**Directions for this task**
Retype all the entries word for word, but omit the pictures.

**Records for the exercise**
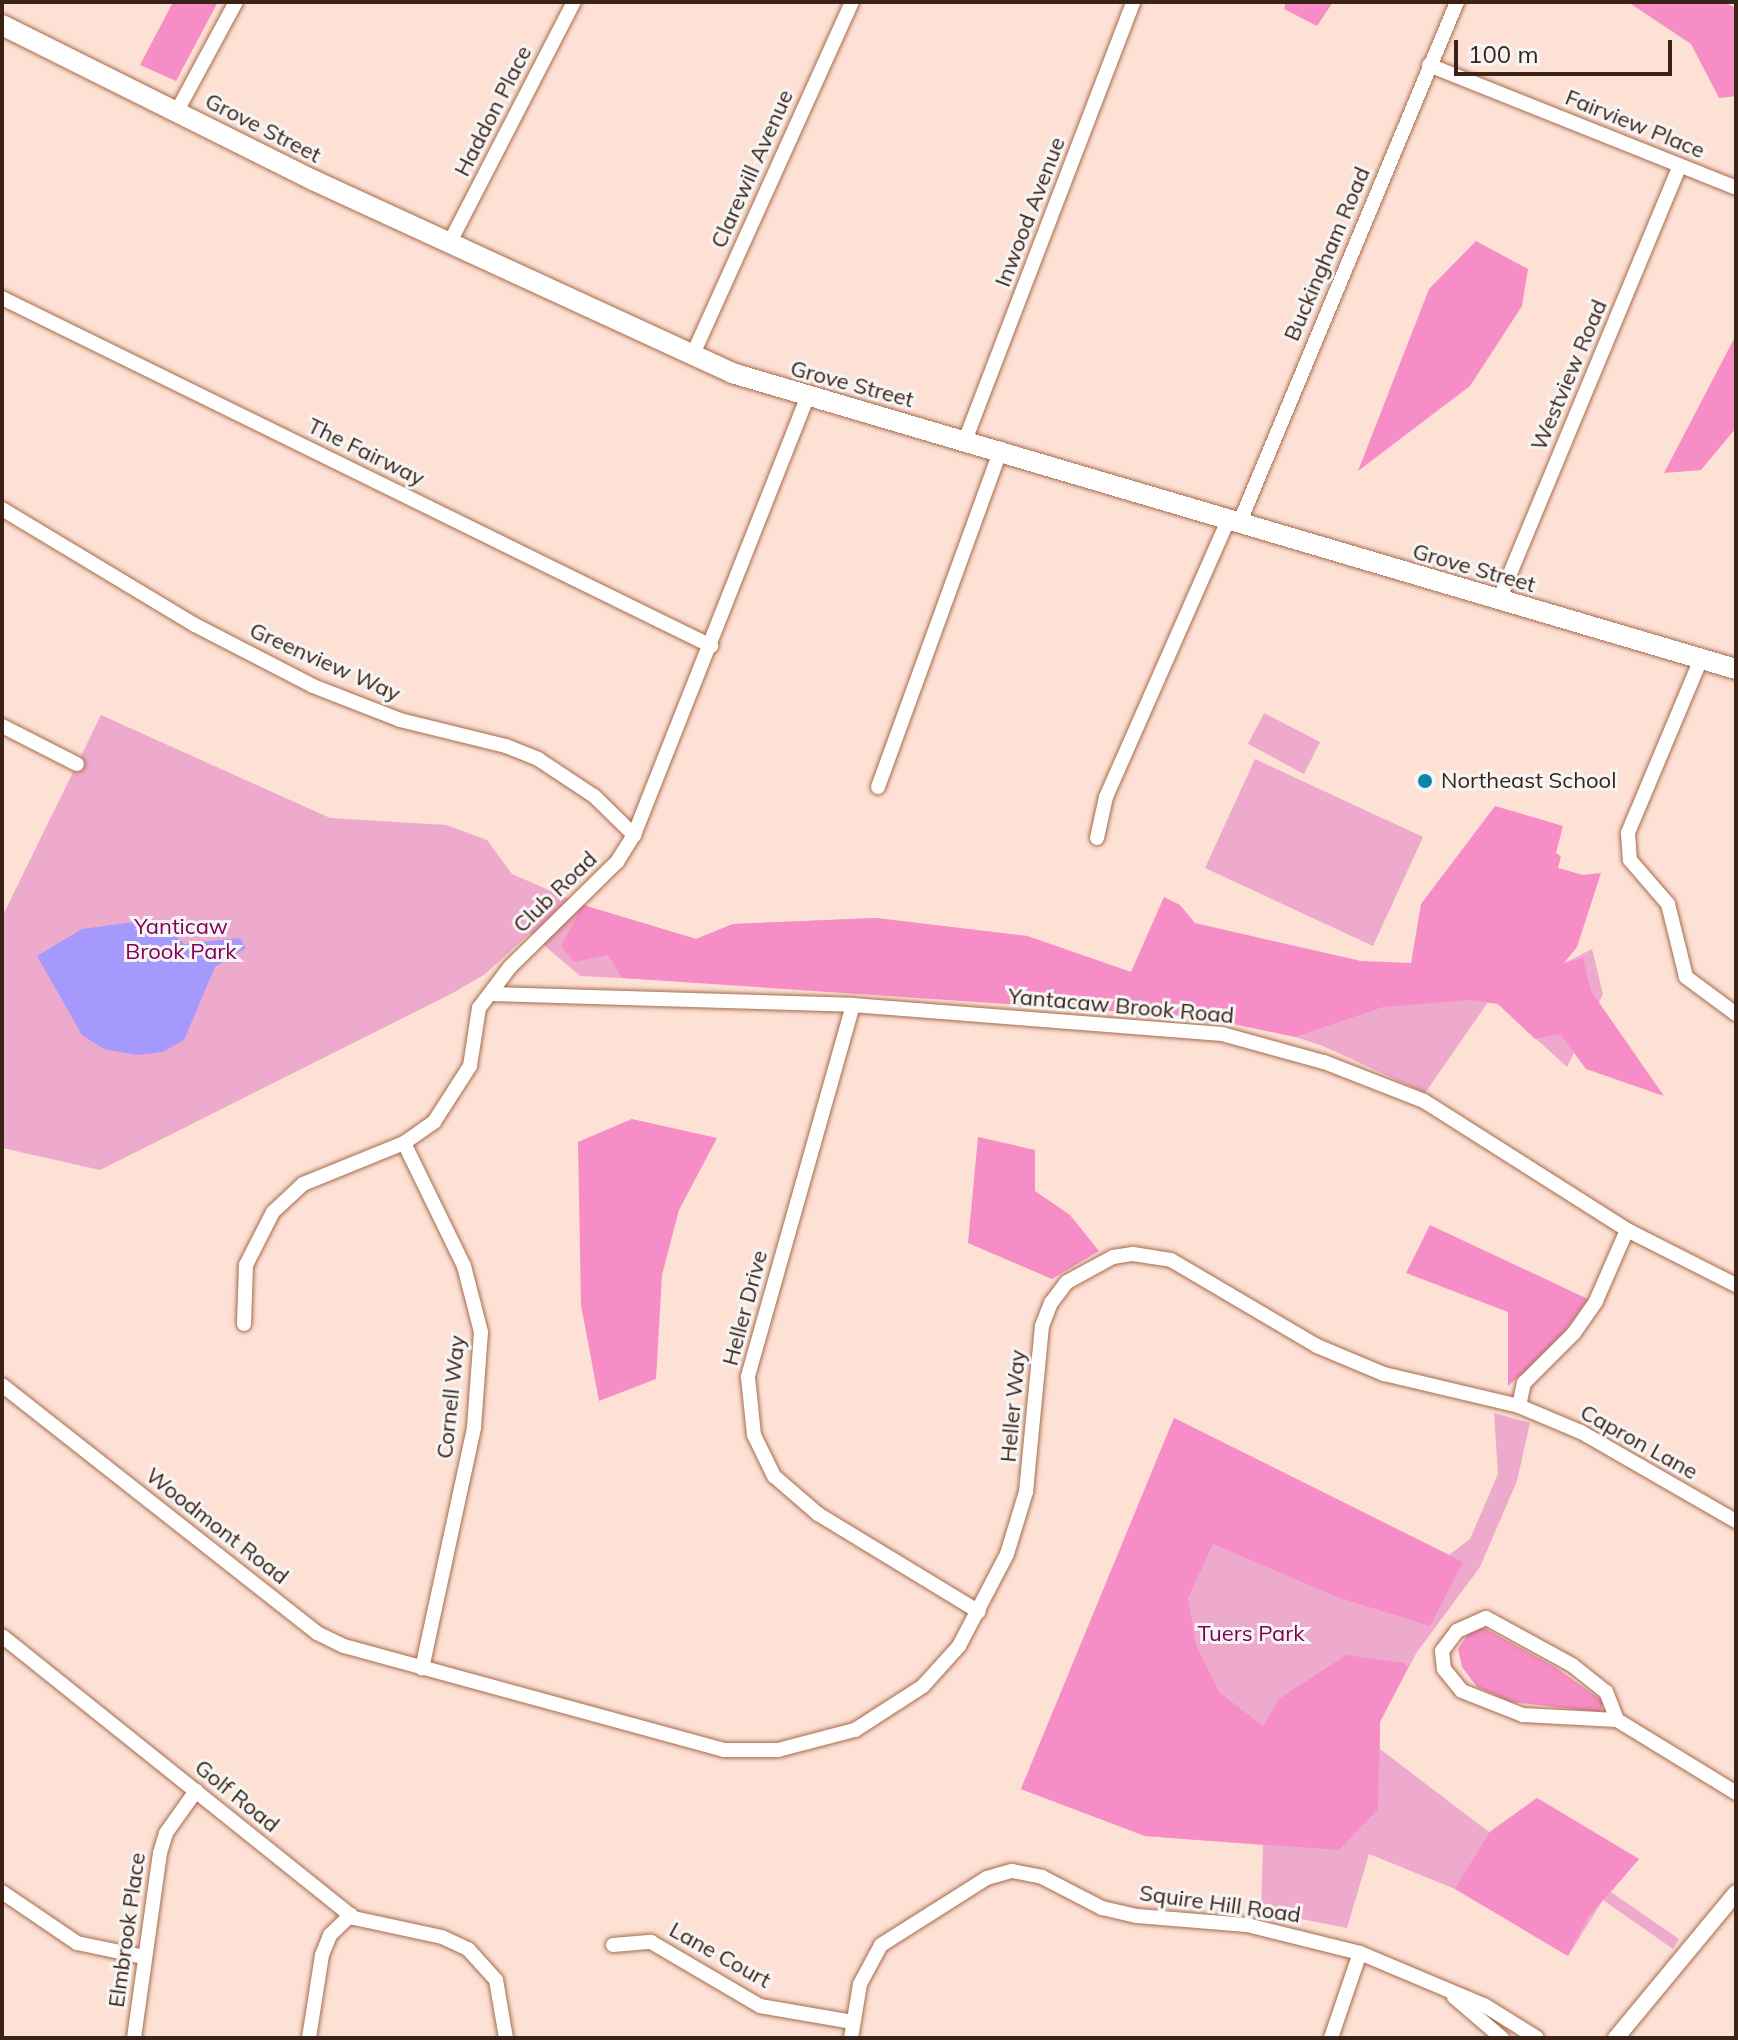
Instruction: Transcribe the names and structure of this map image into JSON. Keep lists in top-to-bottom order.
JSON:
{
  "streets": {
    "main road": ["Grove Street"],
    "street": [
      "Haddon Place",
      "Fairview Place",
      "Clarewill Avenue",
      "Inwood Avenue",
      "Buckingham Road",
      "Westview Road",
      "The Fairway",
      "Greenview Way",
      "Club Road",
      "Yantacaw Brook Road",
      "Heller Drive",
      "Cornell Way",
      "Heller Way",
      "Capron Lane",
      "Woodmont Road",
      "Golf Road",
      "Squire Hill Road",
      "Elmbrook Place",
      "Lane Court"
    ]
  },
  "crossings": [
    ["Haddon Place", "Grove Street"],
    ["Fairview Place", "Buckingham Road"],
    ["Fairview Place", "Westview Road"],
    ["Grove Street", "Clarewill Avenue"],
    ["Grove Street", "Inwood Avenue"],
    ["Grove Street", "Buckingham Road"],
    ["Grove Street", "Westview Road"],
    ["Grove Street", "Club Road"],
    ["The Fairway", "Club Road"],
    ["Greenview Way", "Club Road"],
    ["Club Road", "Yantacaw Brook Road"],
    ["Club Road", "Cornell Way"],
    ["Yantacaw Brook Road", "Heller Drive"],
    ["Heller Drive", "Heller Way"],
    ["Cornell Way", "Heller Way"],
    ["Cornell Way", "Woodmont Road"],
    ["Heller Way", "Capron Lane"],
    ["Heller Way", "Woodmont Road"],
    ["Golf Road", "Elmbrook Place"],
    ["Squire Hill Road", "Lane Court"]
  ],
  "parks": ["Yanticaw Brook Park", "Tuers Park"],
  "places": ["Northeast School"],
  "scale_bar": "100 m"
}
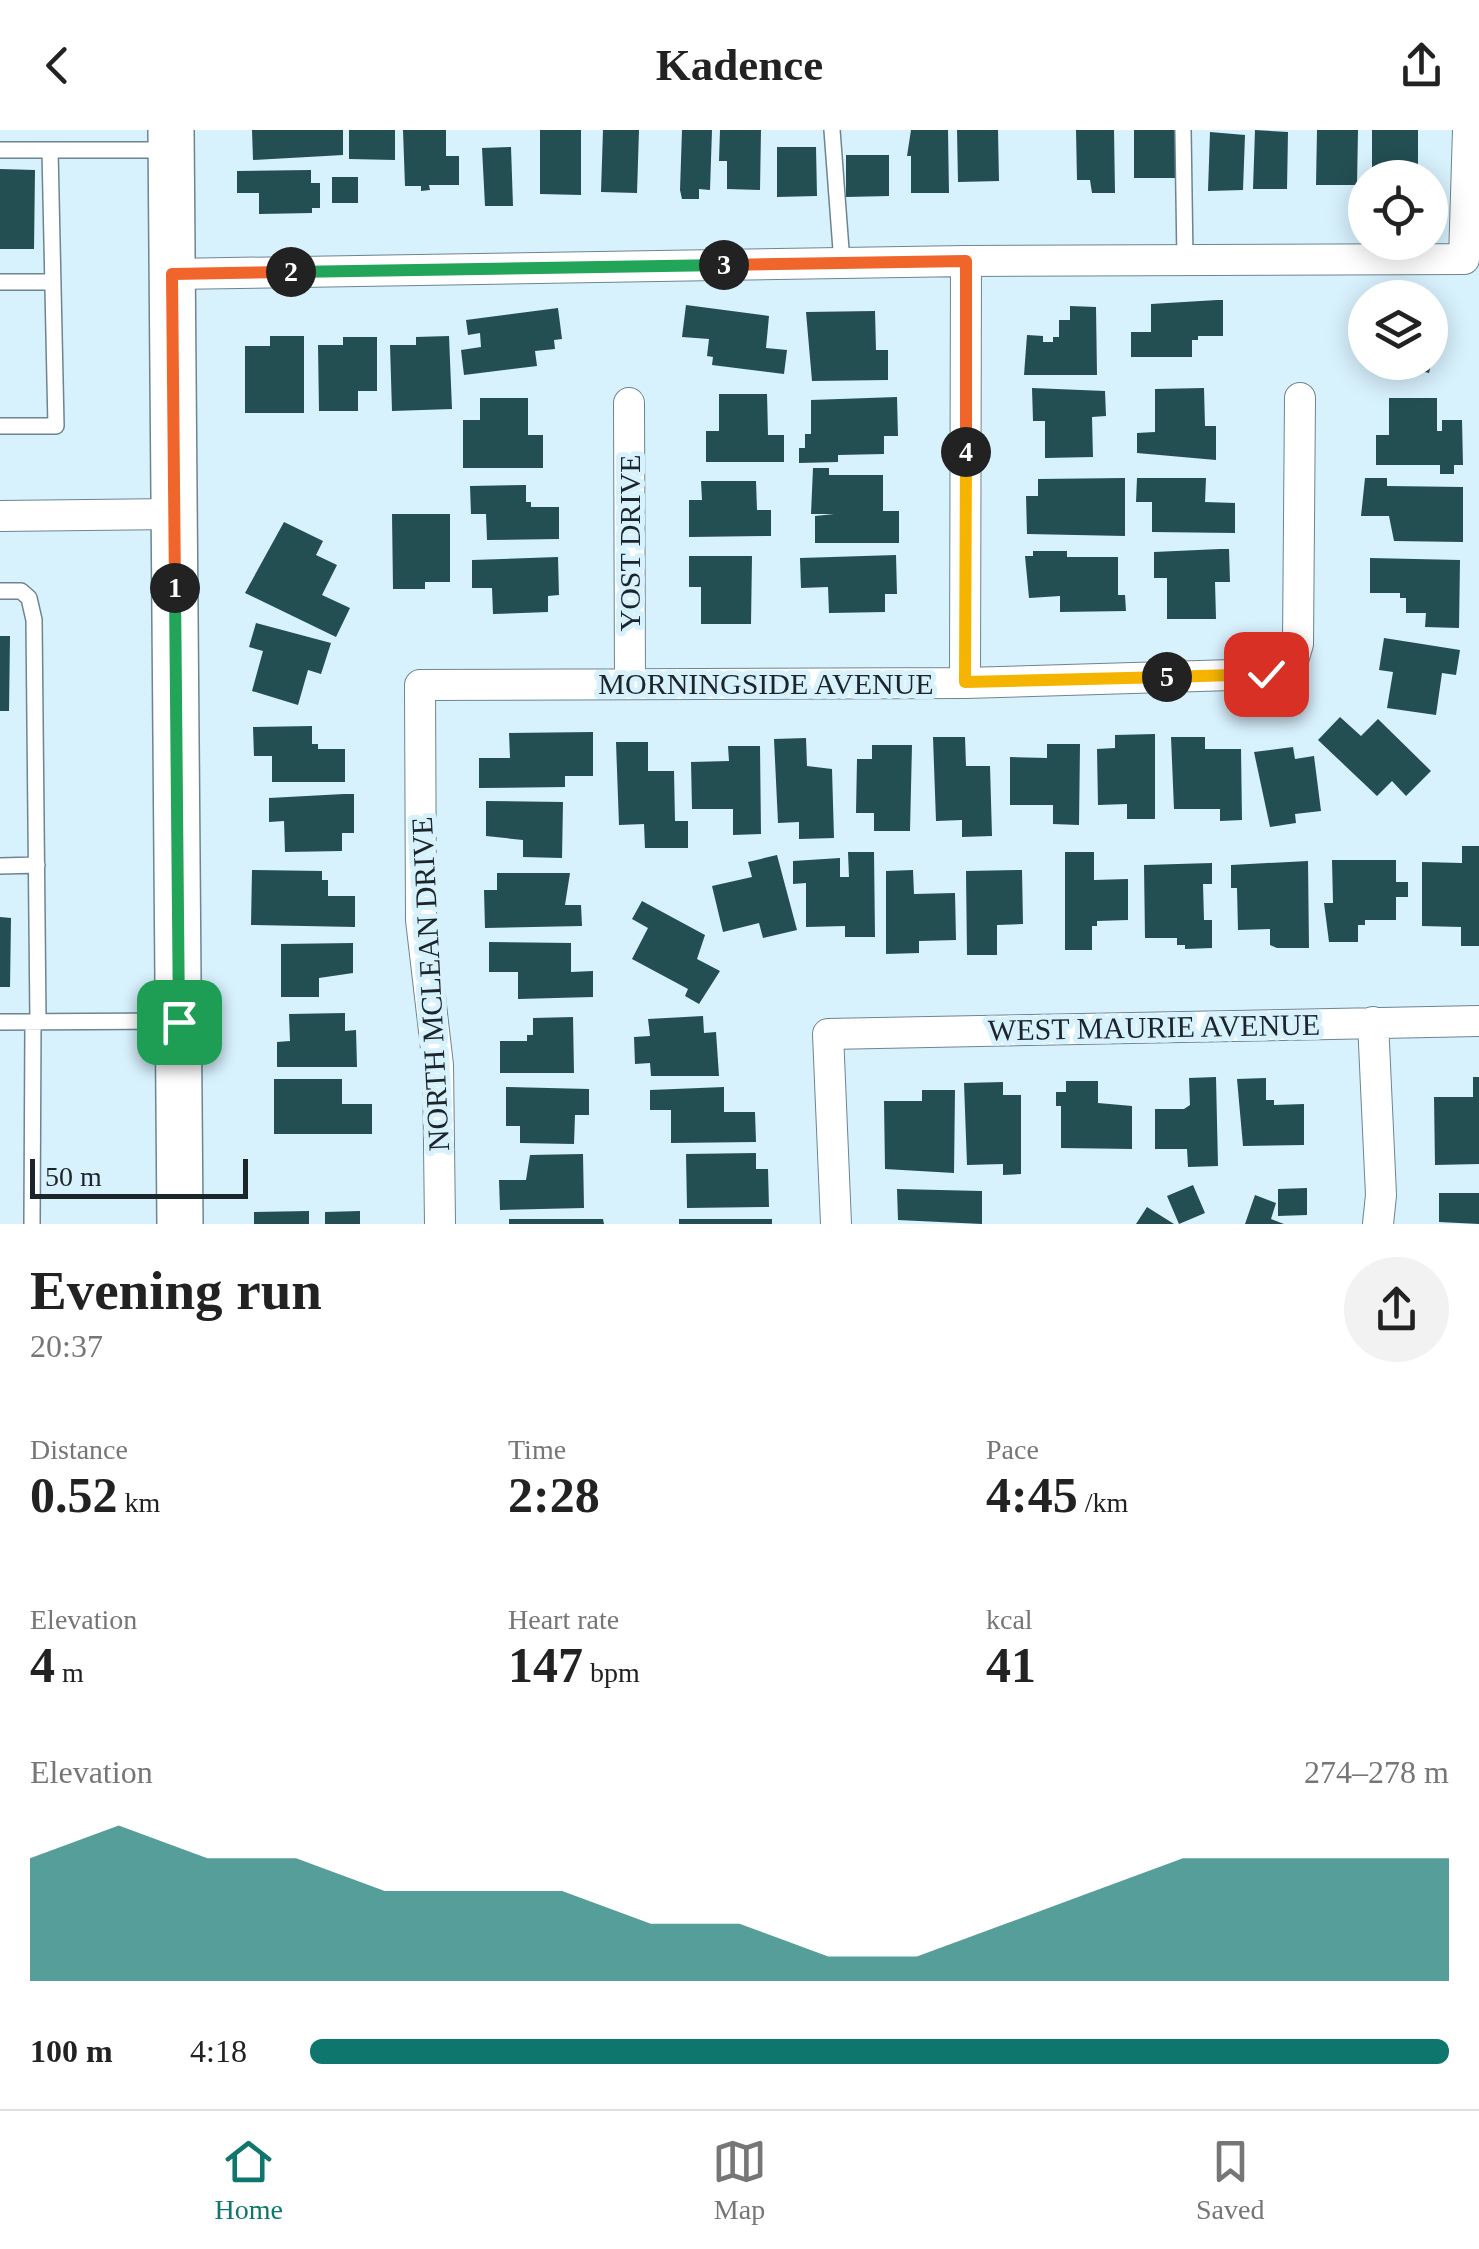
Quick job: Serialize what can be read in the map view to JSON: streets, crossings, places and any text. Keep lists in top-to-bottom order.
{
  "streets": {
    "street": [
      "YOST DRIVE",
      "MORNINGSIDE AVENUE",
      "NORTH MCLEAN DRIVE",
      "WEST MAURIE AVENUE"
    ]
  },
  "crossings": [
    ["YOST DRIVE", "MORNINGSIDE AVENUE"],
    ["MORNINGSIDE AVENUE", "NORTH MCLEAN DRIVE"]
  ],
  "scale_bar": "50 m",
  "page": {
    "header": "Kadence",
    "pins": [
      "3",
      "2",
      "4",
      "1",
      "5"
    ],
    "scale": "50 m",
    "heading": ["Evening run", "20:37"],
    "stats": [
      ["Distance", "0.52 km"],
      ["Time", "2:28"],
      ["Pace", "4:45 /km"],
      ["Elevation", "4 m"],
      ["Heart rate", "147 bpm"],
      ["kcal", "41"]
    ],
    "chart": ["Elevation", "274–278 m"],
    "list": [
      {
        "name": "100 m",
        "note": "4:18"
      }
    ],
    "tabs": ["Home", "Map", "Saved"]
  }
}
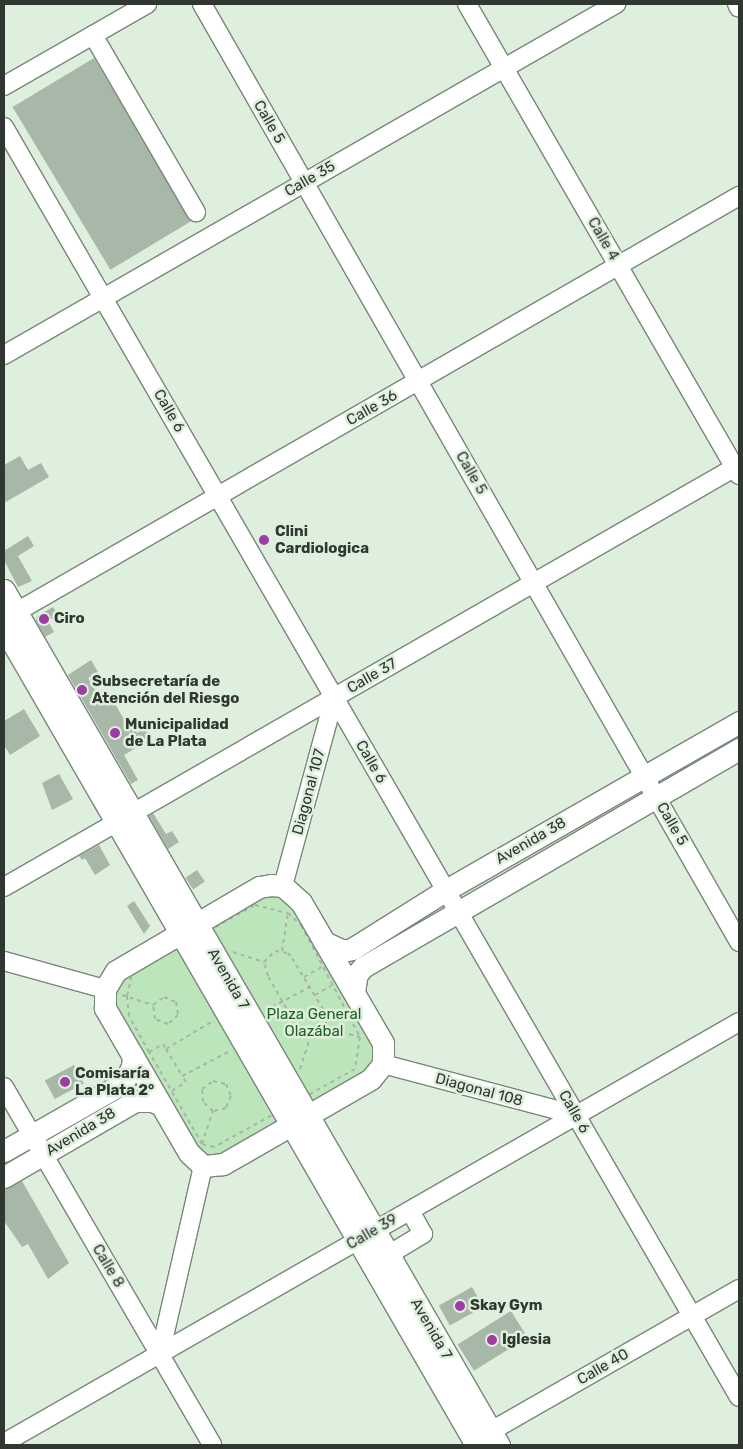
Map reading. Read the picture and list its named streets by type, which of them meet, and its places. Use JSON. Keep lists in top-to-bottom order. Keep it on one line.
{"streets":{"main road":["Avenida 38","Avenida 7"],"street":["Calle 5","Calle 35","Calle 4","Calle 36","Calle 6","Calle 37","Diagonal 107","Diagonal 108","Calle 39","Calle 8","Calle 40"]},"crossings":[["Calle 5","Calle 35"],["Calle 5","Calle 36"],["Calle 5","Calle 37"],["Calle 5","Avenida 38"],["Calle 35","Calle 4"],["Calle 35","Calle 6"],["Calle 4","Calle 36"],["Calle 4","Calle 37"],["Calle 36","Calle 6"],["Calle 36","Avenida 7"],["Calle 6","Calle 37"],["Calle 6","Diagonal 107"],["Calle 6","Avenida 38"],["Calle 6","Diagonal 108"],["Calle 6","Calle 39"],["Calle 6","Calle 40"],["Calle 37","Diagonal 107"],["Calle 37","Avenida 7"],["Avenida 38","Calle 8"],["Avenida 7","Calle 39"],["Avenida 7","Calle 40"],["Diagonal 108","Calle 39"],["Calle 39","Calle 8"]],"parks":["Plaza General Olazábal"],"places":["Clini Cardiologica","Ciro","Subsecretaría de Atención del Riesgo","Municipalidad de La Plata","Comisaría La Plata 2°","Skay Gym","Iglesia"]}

**Reply**
Instruction: Transcribe the names and structure of this map image into JSON. Keep lists in top-to-bottom order.
JSON:
{
  "streets": {
    "main road": ["Grove Street"],
    "street": [
      "Haddon Place",
      "Fairview Place",
      "Clarewill Avenue",
      "Inwood Avenue",
      "Buckingham Road",
      "Westview Road",
      "The Fairway",
      "Greenview Way",
      "Club Road",
      "Yantacaw Brook Road",
      "Heller Drive",
      "Cornell Way",
      "Heller Way",
      "Capron Lane",
      "Woodmont Road",
      "Golf Road",
      "Squire Hill Road",
      "Elmbrook Place",
      "Lane Court"
    ]
  },
  "crossings": [
    ["Haddon Place", "Grove Street"],
    ["Fairview Place", "Buckingham Road"],
    ["Fairview Place", "Westview Road"],
    ["Grove Street", "Clarewill Avenue"],
    ["Grove Street", "Inwood Avenue"],
    ["Grove Street", "Buckingham Road"],
    ["Grove Street", "Westview Road"],
    ["Grove Street", "Club Road"],
    ["The Fairway", "Club Road"],
    ["Greenview Way", "Club Road"],
    ["Club Road", "Yantacaw Brook Road"],
    ["Club Road", "Cornell Way"],
    ["Yantacaw Brook Road", "Heller Drive"],
    ["Heller Drive", "Heller Way"],
    ["Cornell Way", "Heller Way"],
    ["Cornell Way", "Woodmont Road"],
    ["Heller Way", "Capron Lane"],
    ["Heller Way", "Woodmont Road"],
    ["Golf Road", "Elmbrook Place"],
    ["Squire Hill Road", "Lane Court"]
  ],
  "parks": ["Yanticaw Brook Park", "Tuers Park"],
  "places": ["Northeast School"],
  "scale_bar": "100 m"
}
Quick job: Serialize what can be read in the map view to JSON: streets, crossings, places and any text. Keep lists in top-to-bottom order.
{
  "streets": {
    "street": [
      "YOST DRIVE",
      "MORNINGSIDE AVENUE",
      "NORTH MCLEAN DRIVE",
      "WEST MAURIE AVENUE"
    ]
  },
  "crossings": [
    ["YOST DRIVE", "MORNINGSIDE AVENUE"],
    ["MORNINGSIDE AVENUE", "NORTH MCLEAN DRIVE"]
  ],
  "scale_bar": "50 m",
  "page": {
    "header": "Kadence",
    "pins": [
      "3",
      "2",
      "4",
      "1",
      "5"
    ],
    "scale": "50 m",
    "heading": ["Evening run", "20:37"],
    "stats": [
      ["Distance", "0.52 km"],
      ["Time", "2:28"],
      ["Pace", "4:45 /km"],
      ["Elevation", "4 m"],
      ["Heart rate", "147 bpm"],
      ["kcal", "41"]
    ],
    "chart": ["Elevation", "274–278 m"],
    "list": [
      {
        "name": "100 m",
        "note": "4:18"
      }
    ],
    "tabs": ["Home", "Map", "Saved"]
  }
}
Map reading. Read the picture and list its named streets by type, which of them meet, and its places. Use JSON. Keep lists in top-to-bottom order. Keep it on one line.
{"streets":{"main road":["Avenida 38","Avenida 7"],"street":["Calle 5","Calle 35","Calle 4","Calle 36","Calle 6","Calle 37","Diagonal 107","Diagonal 108","Calle 39","Calle 8","Calle 40"]},"crossings":[["Calle 5","Calle 35"],["Calle 5","Calle 36"],["Calle 5","Calle 37"],["Calle 5","Avenida 38"],["Calle 35","Calle 4"],["Calle 35","Calle 6"],["Calle 4","Calle 36"],["Calle 4","Calle 37"],["Calle 36","Calle 6"],["Calle 36","Avenida 7"],["Calle 6","Calle 37"],["Calle 6","Diagonal 107"],["Calle 6","Avenida 38"],["Calle 6","Diagonal 108"],["Calle 6","Calle 39"],["Calle 6","Calle 40"],["Calle 37","Diagonal 107"],["Calle 37","Avenida 7"],["Avenida 38","Calle 8"],["Avenida 7","Calle 39"],["Avenida 7","Calle 40"],["Diagonal 108","Calle 39"],["Calle 39","Calle 8"]],"parks":["Plaza General Olazábal"],"places":["Clini Cardiologica","Ciro","Subsecretaría de Atención del Riesgo","Municipalidad de La Plata","Comisaría La Plata 2°","Skay Gym","Iglesia"]}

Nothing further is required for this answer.